Bug 2017547

Summary: Siteconfig application sync fails with The AgentClusterInstall is invalid: spec.provisionRequirements.controlPlaneAgents: Required value when updating images references
Product: OpenShift Container Platform Reporter: Marius Cornea <mcornea>
Component: Telco EdgeAssignee: Ian Miller <imiller>
Telco Edge sub component: ZTP QA Contact: Marius Cornea <mcornea>
Status: CLOSED ERRATA Docs Contact:
Severity: high    
Priority: unspecified    
Version: 4.9   
Target Milestone: ---   
Target Release: 4.10.0   
Hardware: Unspecified   
OS: Unspecified   
Whiteboard:
Fixed In Version: Doc Type: No Doc Update
Doc Text:
Story Points: ---
Clone Of: Environment:
Last Closed: 2022-03-10 16:22:07 UTC Type: Bug
Regression: --- Mount Type: ---
Documentation: --- CRM:
Verified Versions: Category: ---
oVirt Team: --- RHEL 7.3 requirements from Atomic Host:
Cloudforms Team: --- Target Upstream Version:
Embargoed:
Bug Depends On:    
Bug Blocks: 2021512    

Description Marius Cornea 2021-10-26 19:26:33 UTC
Description of problem:

In an upgrade scenario from 4.8 to 4.9

Version-Release number of selected component (if applicable):


How reproducible:


Steps to Reproduce:

1. Deploy a 4.8 hub and DU node via ZTP process
2. Upgrade hub to 4.9 OCP
3. Upgrade ACM to 2.4
4. Upgrade GitOps operator to 1.3
5. Destroy DU cluster from ACM
6. Update git repo with references to 4.9 images:

http://registry.kni-qe-0.lab.eng.rdu2.redhat.com:3000/kni-qe/ztp-site-configs/commit/5a58f3ea20a211eebee31c15d4d03b67113ded2e

7. Wait for siteconfig app to get in sync

Actual results:

clusterdeployment.hive.openshift.io/kni-qe-1 created
nmstateconfig.agent-install.openshift.io/sno.kni-qe-1.lab.eng.rdu2.redhat.com created
klusterletaddonconfig.agent.open-cluster-management.io/kni-qe-1 created
managedcluster.cluster.open-cluster-management.io/kni-qe-1 created
infraenv.agent-install.openshift.io/kni-qe-1 created
baremetalhost.metal3.io/sno.kni-qe-1.lab.eng.rdu2.redhat.com created
configmap/kni-qe-1 created
 The AgentClusterInstall "kni-qe-1" is invalid: spec.provisionRequirements.controlPlaneAgents: Required value
Traceback (most recent call last):
  File "watcher.py", line 100, in __init__
    check=True)
  File "/usr/lib64/python3.6/subprocess.py", line 438, in run
    output=stdout, stderr=stderr)
subprocess.CalledProcessError: Command '['oc', 'apply', '-f', '/tmp/tmpe1nplg_l/update/customResource/site-plan-kni-qe-1/kni-qe-1.yaml']' returned non-zero exit status 1.
ztp-hooks.watcher 2021-10-26 18:32:01 UTC [ERROR]             [watcher:160]: Exception by ApiResponseParser: Failed to apply target manifests
Traceback (most recent call last):
  File "watcher.py", line 100, in __init__
    check=True)
  File "/usr/lib64/python3.6/subprocess.py", line 438, in run
    output=stdout, stderr=stderr)
subprocess.CalledProcessError: Command '['oc', 'apply', '-f', '/tmp/tmpe1nplg_l/update/customResource/site-plan-kni-qe-1/kni-qe-1.yaml']' returned non-zero exit status 1.

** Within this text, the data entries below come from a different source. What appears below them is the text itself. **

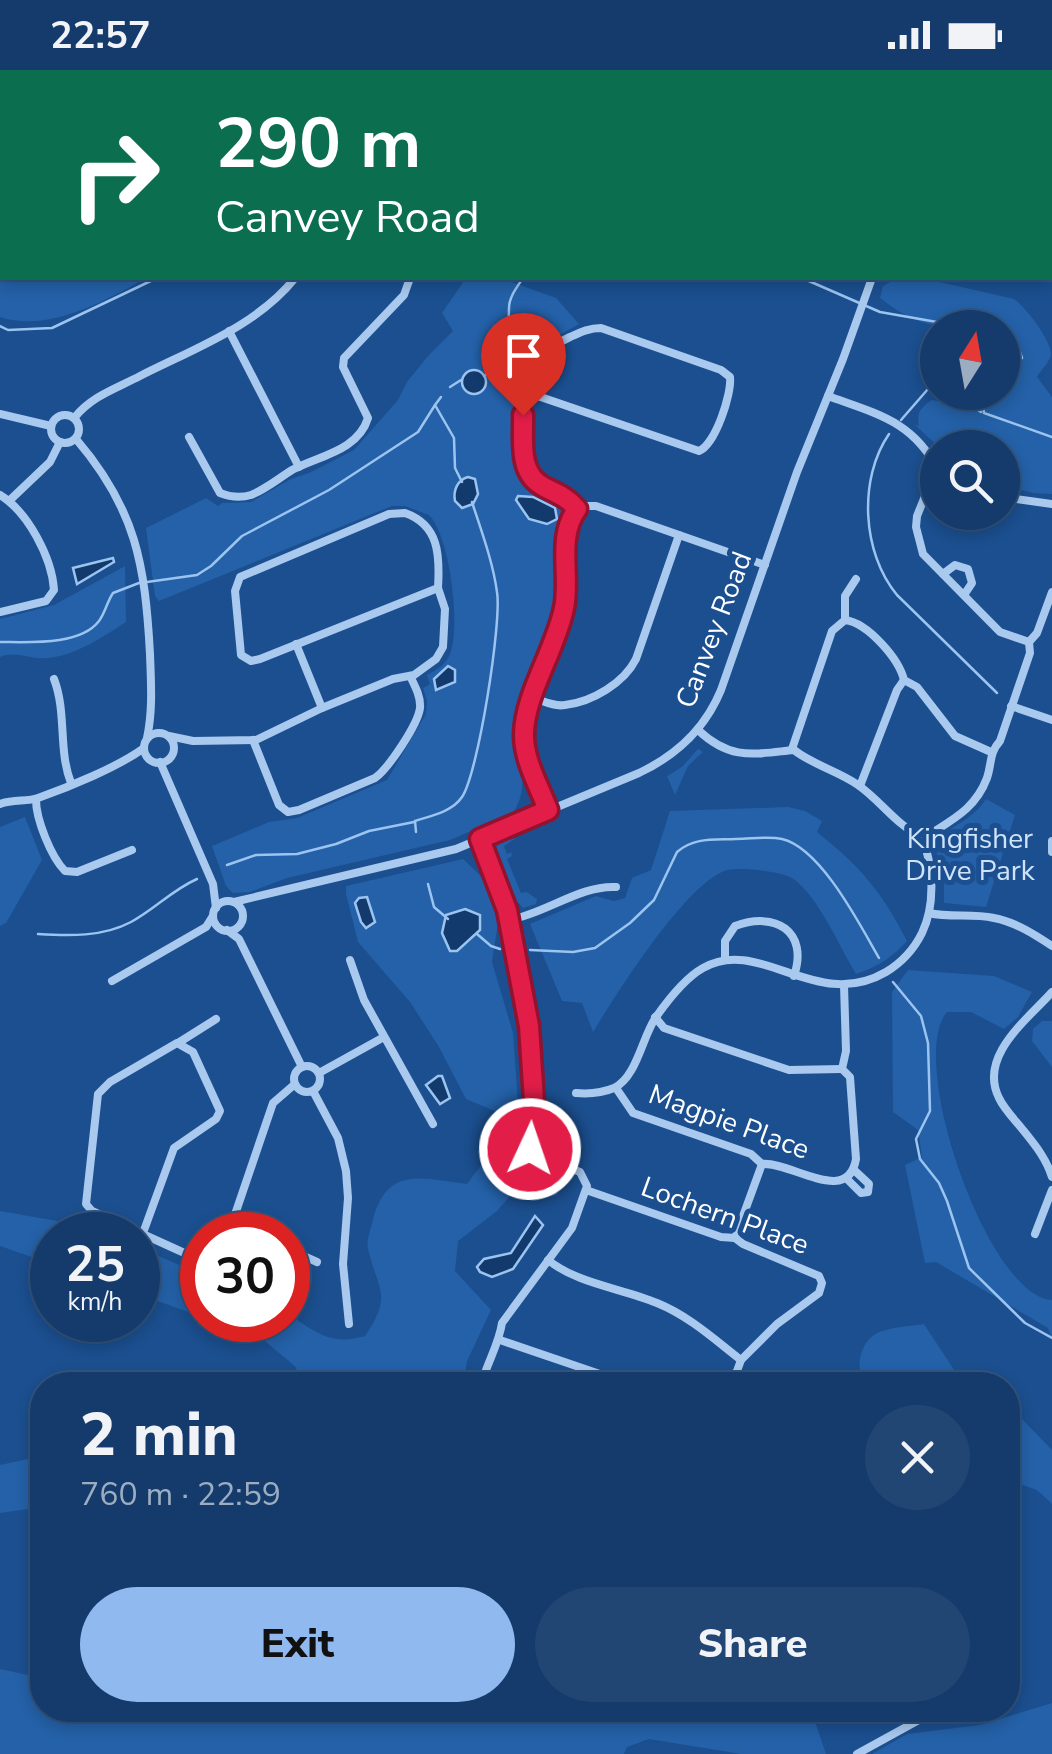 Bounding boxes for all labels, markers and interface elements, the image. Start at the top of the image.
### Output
text: 22:57 [50,10,151,61]
text: 290 m [215,96,421,192]
icon: right [50,110,180,240]
text: Canvey Road [215,187,480,248]
north arrow [920,310,1020,410]
map controls [920,310,1020,530]
pin [481,313,566,416]
icon: arrive [496,328,551,383]
button: search [920,430,1020,530]
street label: Canvey Road [667,546,761,714]
park label: Kingfisher Drive Park [905,820,1036,890]
street label: Magpie Place [643,1075,815,1169]
position arrow [478,1097,582,1201]
street label: Lochern Place [636,1168,814,1264]
speed limit sign: 30 [180,1212,310,1342]
text: 25 [65,1230,125,1299]
text: km/h [67,1285,123,1319]
text: 2 min [80,1394,238,1476]
button: close [865,1405,970,1510]
text: 760 m · 22:59 [80,1473,281,1516]
button: Exit [80,1587,515,1702]
button: Share [535,1587,970,1702]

During handling of the above exception, another exception occurred:

Traceback (most recent call last):
  File "watcher.py", line 148, in __init__
    OcWrapper('apply', out_upd_path)
  File "watcher.py", line 109, in __init__
    raise Exception(f"Failed to {action} target manifests")
Exception: Failed to apply target manifests


Expected results:
All resources are created without errors, triggering a DU deployment. 

Additional info:

Comment 1 Marius Cornea 2021-10-26 19:51:02 UTC
The same failure occurs even after deleting/re-creating the ArgoCD apps.

Comment 5 errata-xmlrpc 2022-03-10 16:22:07 UTC
Since the problem described in this bug report should be
resolved in a recent advisory, it has been closed with a
resolution of ERRATA.

For information on the advisory (Moderate: OpenShift Container Platform 4.10.3 security update), and where to find the updated
files, follow the link below.

If the solution does not work for you, open a new bug report.

https://access.redhat.com/errata/RHSA-2022:0056